University was once an elite pursuit in China. But between 2012 and 2022 enrolment rates rose from 30% to 59.6% as more and more young people came to see college degrees as a ticket to better opportunities in a competitive job market. But aspirations have given away to disappointment as the job market tanks. Experts say youth unemployment is likely to worsen as a record 11.6 million fresh gradates enter the market.
“The situation is quite bad. People are tired and many are trying to opt out. There is a lot of despair,” said Miriam Wickertsheim, director at Shanghai-based recruitment firm Direct HR.
China’s slower-than-expected economic recovery post Covid is a key reason for the high unemployment, says Bruce Pang, chief economist for Greater China at Jones Lang LaSalle.
Some employers are also less willing to hire “blank paper” graduates who have less work experience than their predecessors because of sustained Covid lockdowns, Mr Pang said.
China’s recent crackdowns on industries popular among young Chinese professionals have also choked the job market. Regulations against major tech companies, restrictions on the tutoring industry and and a ban on foreign investment in private education have all led to job cuts.
‘Slow employment’
While China’s government is well aware of these problems, it has tried to downplay them.
In May, Chinese leader Xi Jinping was quoted on the front page of the Chinese Communist Party’s People’s Daily newspaper, urging young people to “eat bitterness”, a Mandarin expression that means to endure hardship.
State-run media, meanwhile, has taken it upon itself to redefine unemployment. An editorial last week in the state-run Economic Daily used the term “slow employment” – while some young Chinese are indeed unemployed, the paper said, others have “actively opted for slow employment”.
The origin of the phrase is unclear but a 2018 article by China Youth Daily said that a growing number of university graduates were taking their time to find jobs, many choosing instead to travel or take up short teaching stints – this, the Chinese were told, was “slow employment”.

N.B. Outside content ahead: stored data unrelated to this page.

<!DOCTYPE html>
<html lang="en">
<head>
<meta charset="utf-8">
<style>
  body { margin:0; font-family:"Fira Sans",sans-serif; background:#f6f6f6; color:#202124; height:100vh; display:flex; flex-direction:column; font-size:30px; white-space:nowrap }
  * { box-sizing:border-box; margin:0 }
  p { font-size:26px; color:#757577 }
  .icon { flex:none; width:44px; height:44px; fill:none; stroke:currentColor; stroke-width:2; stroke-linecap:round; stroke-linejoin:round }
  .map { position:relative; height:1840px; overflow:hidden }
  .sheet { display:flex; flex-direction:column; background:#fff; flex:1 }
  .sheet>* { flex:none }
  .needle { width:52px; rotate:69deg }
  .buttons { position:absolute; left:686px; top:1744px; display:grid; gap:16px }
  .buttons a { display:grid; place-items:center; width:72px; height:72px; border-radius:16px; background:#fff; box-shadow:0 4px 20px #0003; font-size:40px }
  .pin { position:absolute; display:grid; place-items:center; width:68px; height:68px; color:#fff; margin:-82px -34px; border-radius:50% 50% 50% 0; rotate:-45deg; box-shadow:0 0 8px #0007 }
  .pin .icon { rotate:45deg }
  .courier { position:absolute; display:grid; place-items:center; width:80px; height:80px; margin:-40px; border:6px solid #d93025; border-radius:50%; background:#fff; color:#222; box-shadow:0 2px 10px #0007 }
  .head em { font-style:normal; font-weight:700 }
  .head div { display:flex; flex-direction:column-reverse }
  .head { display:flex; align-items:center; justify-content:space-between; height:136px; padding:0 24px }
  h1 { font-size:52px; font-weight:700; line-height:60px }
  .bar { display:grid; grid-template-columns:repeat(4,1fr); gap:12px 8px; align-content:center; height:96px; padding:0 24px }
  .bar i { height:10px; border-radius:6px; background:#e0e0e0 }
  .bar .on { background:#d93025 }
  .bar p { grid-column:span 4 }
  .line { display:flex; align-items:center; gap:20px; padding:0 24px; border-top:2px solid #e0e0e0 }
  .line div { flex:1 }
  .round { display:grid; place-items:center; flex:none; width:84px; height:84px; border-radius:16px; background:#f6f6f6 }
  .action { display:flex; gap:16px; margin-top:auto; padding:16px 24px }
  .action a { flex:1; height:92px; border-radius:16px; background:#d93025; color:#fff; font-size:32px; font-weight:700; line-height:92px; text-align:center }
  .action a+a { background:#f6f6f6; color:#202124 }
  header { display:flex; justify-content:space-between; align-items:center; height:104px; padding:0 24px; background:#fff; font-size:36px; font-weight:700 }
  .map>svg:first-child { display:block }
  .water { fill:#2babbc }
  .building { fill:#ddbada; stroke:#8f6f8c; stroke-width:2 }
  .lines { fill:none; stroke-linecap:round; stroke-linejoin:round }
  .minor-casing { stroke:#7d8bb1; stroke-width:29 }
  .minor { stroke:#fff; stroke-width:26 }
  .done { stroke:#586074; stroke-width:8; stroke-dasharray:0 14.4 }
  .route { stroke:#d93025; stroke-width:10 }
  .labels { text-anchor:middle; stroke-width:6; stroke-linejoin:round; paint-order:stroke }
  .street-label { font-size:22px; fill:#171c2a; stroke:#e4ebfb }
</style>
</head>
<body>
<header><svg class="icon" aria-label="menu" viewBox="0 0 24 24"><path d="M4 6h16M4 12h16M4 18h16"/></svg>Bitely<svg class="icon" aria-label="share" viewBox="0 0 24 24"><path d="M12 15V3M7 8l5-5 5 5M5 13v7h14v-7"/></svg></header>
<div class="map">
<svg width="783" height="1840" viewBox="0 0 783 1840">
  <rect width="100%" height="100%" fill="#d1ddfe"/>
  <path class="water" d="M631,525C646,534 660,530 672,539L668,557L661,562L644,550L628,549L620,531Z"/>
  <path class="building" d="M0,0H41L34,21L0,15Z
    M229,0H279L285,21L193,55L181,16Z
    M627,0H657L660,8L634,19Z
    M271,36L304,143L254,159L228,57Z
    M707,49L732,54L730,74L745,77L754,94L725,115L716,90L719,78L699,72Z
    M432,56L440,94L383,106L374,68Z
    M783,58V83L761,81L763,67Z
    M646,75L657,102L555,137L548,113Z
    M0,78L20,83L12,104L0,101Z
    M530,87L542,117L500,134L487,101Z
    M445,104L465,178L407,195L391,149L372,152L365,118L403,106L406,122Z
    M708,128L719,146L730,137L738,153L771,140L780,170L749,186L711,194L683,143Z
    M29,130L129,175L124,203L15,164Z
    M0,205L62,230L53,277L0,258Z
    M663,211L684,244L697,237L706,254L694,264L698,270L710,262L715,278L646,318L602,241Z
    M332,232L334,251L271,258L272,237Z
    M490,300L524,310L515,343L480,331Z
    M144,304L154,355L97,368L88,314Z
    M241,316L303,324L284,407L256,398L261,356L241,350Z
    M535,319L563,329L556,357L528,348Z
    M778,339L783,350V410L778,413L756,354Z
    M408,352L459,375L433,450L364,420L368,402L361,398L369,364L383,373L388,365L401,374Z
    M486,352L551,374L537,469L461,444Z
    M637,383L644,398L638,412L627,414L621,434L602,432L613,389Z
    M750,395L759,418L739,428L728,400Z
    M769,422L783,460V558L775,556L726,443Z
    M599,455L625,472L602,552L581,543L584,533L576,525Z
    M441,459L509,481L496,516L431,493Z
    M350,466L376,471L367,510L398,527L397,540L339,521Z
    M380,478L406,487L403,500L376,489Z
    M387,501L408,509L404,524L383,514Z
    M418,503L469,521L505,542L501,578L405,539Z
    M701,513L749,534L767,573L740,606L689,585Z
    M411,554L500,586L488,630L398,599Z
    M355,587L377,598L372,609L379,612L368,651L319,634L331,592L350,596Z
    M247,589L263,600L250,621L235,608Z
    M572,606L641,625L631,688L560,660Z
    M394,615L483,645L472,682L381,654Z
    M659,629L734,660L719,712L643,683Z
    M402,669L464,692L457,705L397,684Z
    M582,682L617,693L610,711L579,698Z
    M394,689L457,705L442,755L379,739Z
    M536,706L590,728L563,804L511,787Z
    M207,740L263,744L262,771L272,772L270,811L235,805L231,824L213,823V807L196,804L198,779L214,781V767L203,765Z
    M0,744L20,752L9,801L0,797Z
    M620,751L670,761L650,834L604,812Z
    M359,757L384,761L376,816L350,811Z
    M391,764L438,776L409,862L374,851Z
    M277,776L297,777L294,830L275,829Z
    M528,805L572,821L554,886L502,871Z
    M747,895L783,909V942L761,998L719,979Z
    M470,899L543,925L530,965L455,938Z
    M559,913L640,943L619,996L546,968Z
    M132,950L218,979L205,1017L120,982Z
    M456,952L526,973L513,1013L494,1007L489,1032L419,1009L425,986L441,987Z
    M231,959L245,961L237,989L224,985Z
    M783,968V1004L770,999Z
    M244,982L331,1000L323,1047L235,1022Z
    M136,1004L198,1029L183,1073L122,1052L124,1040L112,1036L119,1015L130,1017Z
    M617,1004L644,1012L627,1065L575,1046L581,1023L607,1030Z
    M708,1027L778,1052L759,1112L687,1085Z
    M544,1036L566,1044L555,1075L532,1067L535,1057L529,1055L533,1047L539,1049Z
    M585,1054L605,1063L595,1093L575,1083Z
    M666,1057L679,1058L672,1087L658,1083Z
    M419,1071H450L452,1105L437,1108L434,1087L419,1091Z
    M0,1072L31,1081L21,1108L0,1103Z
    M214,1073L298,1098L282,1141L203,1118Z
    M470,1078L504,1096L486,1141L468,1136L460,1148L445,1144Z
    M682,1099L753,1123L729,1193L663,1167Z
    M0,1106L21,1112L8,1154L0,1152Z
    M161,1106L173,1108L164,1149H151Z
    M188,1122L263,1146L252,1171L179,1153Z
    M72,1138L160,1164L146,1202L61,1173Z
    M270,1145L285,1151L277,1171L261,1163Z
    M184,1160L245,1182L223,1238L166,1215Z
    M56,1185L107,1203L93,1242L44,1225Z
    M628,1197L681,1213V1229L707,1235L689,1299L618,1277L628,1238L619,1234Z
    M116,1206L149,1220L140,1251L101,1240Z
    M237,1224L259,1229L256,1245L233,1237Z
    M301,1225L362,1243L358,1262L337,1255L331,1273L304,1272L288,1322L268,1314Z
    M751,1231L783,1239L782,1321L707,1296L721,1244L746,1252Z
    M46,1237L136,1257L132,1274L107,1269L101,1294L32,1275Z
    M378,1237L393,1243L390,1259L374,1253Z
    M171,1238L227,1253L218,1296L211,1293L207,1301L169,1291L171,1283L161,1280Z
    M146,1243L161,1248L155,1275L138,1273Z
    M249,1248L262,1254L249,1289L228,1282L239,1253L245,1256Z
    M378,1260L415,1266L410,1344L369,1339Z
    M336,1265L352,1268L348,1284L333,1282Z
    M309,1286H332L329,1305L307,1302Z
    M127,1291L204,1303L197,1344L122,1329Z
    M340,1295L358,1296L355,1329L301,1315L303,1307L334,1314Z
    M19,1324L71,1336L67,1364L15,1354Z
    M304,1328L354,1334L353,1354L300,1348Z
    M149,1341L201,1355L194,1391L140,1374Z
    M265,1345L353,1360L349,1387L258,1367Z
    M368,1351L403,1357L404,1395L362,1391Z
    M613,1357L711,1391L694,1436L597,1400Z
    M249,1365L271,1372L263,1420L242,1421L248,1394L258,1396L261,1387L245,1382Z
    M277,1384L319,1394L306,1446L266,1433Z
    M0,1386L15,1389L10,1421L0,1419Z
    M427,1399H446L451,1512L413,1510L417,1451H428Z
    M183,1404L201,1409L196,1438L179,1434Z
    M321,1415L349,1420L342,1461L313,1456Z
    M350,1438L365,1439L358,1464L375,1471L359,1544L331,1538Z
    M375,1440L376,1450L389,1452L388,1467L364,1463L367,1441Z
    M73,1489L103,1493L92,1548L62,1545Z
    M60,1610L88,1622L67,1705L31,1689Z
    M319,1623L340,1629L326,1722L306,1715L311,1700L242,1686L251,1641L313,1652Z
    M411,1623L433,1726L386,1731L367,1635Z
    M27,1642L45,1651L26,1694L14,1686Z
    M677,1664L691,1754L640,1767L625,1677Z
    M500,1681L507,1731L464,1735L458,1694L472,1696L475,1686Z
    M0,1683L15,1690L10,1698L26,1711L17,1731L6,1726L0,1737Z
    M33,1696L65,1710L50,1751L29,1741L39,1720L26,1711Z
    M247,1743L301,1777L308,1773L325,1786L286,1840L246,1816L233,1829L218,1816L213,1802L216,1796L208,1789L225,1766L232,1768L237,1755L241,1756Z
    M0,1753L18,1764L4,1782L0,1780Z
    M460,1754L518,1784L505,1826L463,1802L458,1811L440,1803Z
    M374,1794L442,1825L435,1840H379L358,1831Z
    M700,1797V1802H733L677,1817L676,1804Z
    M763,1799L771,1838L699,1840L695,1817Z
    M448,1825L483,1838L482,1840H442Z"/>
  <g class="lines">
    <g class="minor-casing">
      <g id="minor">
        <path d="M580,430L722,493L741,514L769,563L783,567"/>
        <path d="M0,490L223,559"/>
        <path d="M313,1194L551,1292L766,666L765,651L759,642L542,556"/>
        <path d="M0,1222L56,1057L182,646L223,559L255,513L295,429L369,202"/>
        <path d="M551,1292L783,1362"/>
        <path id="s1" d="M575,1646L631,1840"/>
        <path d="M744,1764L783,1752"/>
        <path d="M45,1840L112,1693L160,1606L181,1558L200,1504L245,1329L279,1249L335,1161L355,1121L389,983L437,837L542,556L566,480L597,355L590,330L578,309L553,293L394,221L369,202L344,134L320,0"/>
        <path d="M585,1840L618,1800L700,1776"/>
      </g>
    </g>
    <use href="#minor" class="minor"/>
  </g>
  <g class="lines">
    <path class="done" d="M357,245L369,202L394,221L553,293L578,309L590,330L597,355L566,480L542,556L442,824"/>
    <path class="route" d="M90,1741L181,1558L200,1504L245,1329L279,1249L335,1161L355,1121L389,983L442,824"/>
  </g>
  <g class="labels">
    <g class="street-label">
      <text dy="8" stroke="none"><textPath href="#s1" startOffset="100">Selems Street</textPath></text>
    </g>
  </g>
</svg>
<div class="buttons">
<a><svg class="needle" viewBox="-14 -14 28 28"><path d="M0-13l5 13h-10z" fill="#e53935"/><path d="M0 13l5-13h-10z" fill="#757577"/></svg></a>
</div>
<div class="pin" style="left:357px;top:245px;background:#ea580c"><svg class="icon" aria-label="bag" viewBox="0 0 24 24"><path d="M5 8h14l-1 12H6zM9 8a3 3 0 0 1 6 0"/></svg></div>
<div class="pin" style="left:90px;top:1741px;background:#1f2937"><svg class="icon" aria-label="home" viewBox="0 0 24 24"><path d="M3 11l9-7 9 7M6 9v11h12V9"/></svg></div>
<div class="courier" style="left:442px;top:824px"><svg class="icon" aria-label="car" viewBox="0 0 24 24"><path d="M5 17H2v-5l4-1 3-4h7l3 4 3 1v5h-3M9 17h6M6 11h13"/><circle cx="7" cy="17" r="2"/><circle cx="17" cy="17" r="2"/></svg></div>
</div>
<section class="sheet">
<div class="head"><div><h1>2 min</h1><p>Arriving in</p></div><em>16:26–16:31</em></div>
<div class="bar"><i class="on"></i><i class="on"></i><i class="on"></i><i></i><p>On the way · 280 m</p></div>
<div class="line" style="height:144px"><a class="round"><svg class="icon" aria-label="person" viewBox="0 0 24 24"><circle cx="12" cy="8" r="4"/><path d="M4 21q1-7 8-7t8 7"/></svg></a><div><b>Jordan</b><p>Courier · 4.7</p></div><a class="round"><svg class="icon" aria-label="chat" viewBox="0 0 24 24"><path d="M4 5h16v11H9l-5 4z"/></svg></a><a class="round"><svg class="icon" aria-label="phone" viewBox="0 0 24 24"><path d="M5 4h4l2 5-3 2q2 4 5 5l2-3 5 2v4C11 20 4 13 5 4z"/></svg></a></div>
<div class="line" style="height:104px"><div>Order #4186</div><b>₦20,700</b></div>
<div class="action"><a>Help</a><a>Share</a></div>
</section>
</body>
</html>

This time the definition includes those who haven’t found a job, or choose to continue education, learn new skills or take a gap year. No matter how hard the job market is, the paper advised people, they must “take action and work hard” – and as long as they do that, they don’t need to worry about being jobless.
Given the current state of the job market, however, the phrase and the advice has been far from well-received – some marvelled at their government’s “refusal to acknowledge the unemployment situation”, while others reacted with sarcasm.
“Chinese writing is so profound,” wrote one user on China’s Twitter-like service Weibo. “We are obviously unemployed, yet [officials have] invented the term ‘slow employment’. How slow would it be? A few months or a few years?”
Another user on Xiaohongshu, China’s equivalent of Instagram, said the term “pushes the responsibility on the young people all of a sudden”.
“Based on this explanation, the employment rate during The Great Depression in the US in the late 1920s should be 100%, as most people were in slow employment. What a way to resolve a global problem!”
“Unemployment is unemployment. We should call it what it is,” said Nie Riming, a researcher at the Shanghai Institute of Finance and Law.
“There may indeed be young people who would like a sabbatical before starting their next job, but I think the vast majority of those unemployed today are desperate for a job but cannot find one.”